SEC. 11. NO PRIVATE RIGHT OF ACTION.
This Act may not be considered or construed to provide any private right of
action. No private civil action relating to any act or practice governed under
this Act may be commenced or maintained in any State court or under State
law (including a pendent State claim to an action under Federal law).
SEC. 12. EFFECT ON OTHER LAWS.
(a) Qualified Exemption for Compliance With Other Federal Privacy Laws- To
the extent that personally identifiable information protected under this Act
is also protected under a provision of Federal privacy law described in subsection
(c), a covered entity that complies with the relevant provision of such other
Federal privacy law shall be deemed to have complied with the corresponding
provision of this Act.
(b) Protection of Other Federal Privacy Laws- Nothing in this Act may be construed
to modify, limit, supersede, or interfere with the operation of the Federal
privacy laws described in subsection (c) or the provision of information permitted
or required, expressly or by implication, by such laws, with respect to Federal
rights and practices.
(c) Other Federal Privacy Laws Described- The provisions of law to which subsections
(a) and (b) apply are the following:
(1) Section 552a of title 5, United States Code (commonly known as the Privacy
Act of 1974).
(2) The Right to Financial Privacy Act of 1978 (12 U.S.C. 3401 et seq.).
(3) The Fair Credit Reporting Act (15 U.S.C. 1681 et seq.).
(4) The Fair Debt Collection Practices Act (15 U.S.C. 1692 et seq.).
(5) The Children's Online Privacy Protection Act of 1998 (15 U.S.C. 6501
(6) Title V of the Gramm-Leach-Bliley Act of 1999 (15 U.S.C. 6801 et seq.).
(7) The Electronic Communications Privacy Act of 1986 (Public Law 99-508).
(8) The Driver's Privacy Protection Act of 1994 (18 U.S.C. 2721 et seq.).
(9) The Family Educational Rights and Privacy Act of 1974 (20 U.S.C. 1221
(10) Section 445 of the General Education Provisions Act (20 U.S.C. 1232h).
(11) The Privacy Protection Act of 1980 (42 U.S.C. 2000aa et seq.).

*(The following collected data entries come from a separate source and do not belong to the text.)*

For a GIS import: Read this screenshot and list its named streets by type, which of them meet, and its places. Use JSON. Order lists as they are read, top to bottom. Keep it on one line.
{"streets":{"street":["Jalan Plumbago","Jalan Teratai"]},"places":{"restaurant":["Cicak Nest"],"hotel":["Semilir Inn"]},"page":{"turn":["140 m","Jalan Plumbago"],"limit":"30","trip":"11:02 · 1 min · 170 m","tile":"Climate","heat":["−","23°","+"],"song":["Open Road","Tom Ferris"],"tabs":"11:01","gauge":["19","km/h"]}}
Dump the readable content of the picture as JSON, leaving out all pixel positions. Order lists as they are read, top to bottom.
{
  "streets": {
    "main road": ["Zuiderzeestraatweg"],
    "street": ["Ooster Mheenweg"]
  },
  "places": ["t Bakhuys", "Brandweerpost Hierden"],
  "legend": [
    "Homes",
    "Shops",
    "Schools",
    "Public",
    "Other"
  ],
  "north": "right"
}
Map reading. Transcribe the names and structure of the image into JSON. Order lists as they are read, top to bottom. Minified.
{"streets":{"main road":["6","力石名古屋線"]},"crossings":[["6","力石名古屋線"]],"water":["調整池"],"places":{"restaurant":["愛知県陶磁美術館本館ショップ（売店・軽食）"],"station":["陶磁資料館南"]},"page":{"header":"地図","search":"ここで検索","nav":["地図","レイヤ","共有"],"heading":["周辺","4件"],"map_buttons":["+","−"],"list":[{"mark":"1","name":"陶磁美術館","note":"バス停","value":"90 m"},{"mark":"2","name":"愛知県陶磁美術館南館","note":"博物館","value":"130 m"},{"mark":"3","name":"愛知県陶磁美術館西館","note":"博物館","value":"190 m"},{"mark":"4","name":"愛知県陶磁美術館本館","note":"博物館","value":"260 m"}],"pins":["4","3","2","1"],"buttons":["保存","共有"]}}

(12) Section 222 of the Communications Act of 1934 (47 U.S.C. 222) relating
to the Customer Proprietary Network Information.
(13) The Cable Communications Policy Act of 1984 (47 U.S.C. 521 et seq.).
(14) The Communications Assistance for Law Enforcement Act (47 U.S.C. 1001
(15) The Video Privacy Protection Act of 1988 (Public Law 100-618).
(16) The Telephone Consumer Protection Act of 1991 (Public Law 102-243).
(17) The Health Insurance Portability and Accountability Act of 1996 (Public
Law 104-191), as it relates to an entity described in section 1172(a) of
the Social Security Act (42 U.S.C. 1320d-1(a)) or to activities regulated
under section 1173 of such Act (42 U.S.C. 1320d-2).
(18) The CAN-SPAM Act of 2003 (15 U.S.C. 7701 et seq.).
(d) Preemption of State Privacy Laws- This Act preempts any statutory law,
common law, rule, or regulation of a State, or a political subdivision of
a State, to the extent such law, rule, or regulation relates to or affects
the collection, use, sale, disclosure, retention, or dissemination of personally
identifiable information in commerce. No State, or political subdivision of
a State, may take any action to enforce this Act.
SEC. 13. EFFECTIVE DATE.
This Act shall apply with respect to personally identifiable information collected
on or after the date that is 1 year after the date of enactment of this Act.